Perbandingan kemampuan memanen energi surya antara perkebunan kelapa sawit dan hutan ditunjukkan pada Tabel 1. Perkebunan kelapa sawit secara relatif lebih unggul dibandingkan hutan dilihat dari indikator efisiensi fotosintesis, konversi radiasi, incremental biomass, maupun produktivititas bahan kering. Sementara itu, keunggulan relatif hutan terletak pada indikator indeks luas daun dan total stok biomassa. Dengan demikian untuk pemanenan energi surya, perkebunan kelapa sawit lebih unggul dibandingkan hutan.
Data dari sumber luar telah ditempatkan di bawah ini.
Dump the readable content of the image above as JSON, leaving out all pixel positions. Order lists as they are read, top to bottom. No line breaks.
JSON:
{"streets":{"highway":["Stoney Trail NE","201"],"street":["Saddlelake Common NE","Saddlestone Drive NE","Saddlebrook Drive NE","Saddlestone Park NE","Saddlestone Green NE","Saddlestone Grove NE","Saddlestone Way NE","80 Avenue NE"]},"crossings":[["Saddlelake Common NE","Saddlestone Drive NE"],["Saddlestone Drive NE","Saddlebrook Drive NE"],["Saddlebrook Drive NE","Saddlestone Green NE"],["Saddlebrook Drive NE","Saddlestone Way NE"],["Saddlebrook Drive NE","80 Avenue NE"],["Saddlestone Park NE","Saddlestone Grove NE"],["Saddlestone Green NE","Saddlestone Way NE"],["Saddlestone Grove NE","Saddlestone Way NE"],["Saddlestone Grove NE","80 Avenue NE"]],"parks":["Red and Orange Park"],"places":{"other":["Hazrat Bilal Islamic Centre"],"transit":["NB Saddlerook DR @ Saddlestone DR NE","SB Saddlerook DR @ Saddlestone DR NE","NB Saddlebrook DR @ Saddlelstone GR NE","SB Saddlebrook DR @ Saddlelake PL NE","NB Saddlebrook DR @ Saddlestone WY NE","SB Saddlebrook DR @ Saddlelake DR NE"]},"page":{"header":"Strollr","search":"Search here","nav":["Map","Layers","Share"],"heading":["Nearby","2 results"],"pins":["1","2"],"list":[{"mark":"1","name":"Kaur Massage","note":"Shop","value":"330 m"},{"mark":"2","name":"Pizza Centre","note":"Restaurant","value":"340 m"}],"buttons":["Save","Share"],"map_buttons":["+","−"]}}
Tabel 1 : Efektifitas Pemanenan Energi Surya antara Perkebunan Kelapa Sawit dan Hutan Tropis
Indikator | Hutan Tropis | Kebun Sawit |
---|---|---|
Indeks luas daun | 7.3 | 5.6 |
Efisiensi fotosintesis (%) | 1.73 | 3.18 |
Efisiensi konversi radiasi (g/mj) | 0.86 | 1.68 |
Total biomas di area (ton/ha) | 431 | 100 |
“Incremental biomas (ton/ha/tahun)” | 5.8 | 8.3 |
“Produktivitas bahan kering (ton/ha/tahun)” | 25.7 | 36.5 |
Jika yang diperlukan adalah bagaimana menghasilkan energi yang lebih efisien, menyerap karbon dioksida yang lebih banyak, dan menghasilkan oksigen yang lebih besar, maka perkebunan kelapa sawit memiliki kemampuan yang lebih baik dibandingkan hutan. Namun, jika yang diperlukan adalah penyimpanan biomassa atau karbon stok yang lebih tinggi, maka hutan lebih baik dibandingkan perkebunan kelapa sawit.
Referensi
- PPKS (2004,2005)
Mitos 6-32
Biodiversitas Indonesia hilang akibat pengembangan perkebunan kelapa sawit
Selain deforestasi hutan tropis, ekspansi perkebunan kelapa sawit Indonesia juga sering dituding mengancam habitat satwa liar hingga menyebabkan biodiversity loss (Fitzherbert et al., 2008; Koh dan Wilcove, 2008; Wicke et al., 2011). Dalam laporan yang disebarkan oleh pihak anti sawit baik yang beroperasi di Indonesia maupun trans-nasional, sering memuat berita satwa liar khususnya satwa yang dilindungi (seperti Orang Utan, Mawas, Harimau Sumatera, Gajah Sumatera) terancam punah akibat pengembangan perkebunan kelapa sawit di Indonesia. Laporan NGO tersebut umumnya mengkaitkan pembangunan perkebunan kelapa sawit sebagai penyebab terancamnya habitat satwa-satwa liar. Benarkah demikian?
Indonesia berbeda dengan Eropa dan Amerika Utara yang pada awal masa pembangunannya mendeforestasi seluruh hutan primernya, sehingga tidak lagi memiliki hutan asli sebagai “rumahnya” satwa-satwa liar dan biodiversitas lainnya (Mitos 7-04). Oleh karena itu, saat ini Eropa dan Amerika Utara sedang membangun kembali hutan (reforestasi) dari bekas lahan pertanian.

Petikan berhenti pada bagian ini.